## TASK TO CARRY OUT
Among the lines of the records, find all that carry the word "this" and copy them.

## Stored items
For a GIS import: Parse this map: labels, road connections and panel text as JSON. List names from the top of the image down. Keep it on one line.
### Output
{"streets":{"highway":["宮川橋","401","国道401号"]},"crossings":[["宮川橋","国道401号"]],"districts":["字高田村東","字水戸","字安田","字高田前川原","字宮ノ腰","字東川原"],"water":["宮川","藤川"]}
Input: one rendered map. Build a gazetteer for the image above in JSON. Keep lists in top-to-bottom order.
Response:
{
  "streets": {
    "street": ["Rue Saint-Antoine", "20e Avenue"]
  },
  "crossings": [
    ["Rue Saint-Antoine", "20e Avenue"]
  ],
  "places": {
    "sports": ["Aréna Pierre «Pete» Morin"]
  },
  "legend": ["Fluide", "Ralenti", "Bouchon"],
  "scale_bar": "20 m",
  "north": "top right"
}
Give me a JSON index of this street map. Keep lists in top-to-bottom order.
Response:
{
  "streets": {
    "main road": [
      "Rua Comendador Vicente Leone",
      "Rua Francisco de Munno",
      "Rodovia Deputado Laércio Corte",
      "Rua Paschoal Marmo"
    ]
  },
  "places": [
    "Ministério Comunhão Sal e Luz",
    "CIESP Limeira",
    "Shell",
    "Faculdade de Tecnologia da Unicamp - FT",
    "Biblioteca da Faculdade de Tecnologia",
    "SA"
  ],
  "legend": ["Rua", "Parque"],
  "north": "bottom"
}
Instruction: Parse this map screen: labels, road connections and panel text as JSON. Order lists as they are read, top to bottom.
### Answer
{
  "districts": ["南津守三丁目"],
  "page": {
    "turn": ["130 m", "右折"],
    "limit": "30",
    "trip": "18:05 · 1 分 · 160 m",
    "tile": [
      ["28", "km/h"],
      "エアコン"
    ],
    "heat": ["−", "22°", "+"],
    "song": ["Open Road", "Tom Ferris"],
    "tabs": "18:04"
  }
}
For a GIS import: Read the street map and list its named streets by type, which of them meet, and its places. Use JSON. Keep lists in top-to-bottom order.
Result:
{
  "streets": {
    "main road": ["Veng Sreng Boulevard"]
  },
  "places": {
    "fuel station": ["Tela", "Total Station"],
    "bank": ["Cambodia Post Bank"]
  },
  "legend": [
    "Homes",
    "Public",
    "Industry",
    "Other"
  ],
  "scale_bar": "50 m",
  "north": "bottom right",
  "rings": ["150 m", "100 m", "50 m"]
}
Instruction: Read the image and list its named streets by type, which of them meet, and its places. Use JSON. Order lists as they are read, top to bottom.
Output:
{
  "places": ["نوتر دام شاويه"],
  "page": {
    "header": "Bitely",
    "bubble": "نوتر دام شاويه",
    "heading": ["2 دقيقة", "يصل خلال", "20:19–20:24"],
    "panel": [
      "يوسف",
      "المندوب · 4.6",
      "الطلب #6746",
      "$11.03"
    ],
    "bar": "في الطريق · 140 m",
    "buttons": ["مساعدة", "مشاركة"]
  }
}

## OUTPUT OF THE EXERCISE
For a GIS import: Parse this map: labels, road connections and panel text as JSON. List names from the top of the image down. Keep it on one line.
Give me a JSON index of this street map. Keep lists in top-to-bottom order.
Instruction: Parse this map screen: labels, road connections and panel text as JSON. Order lists as they are read, top to bottom.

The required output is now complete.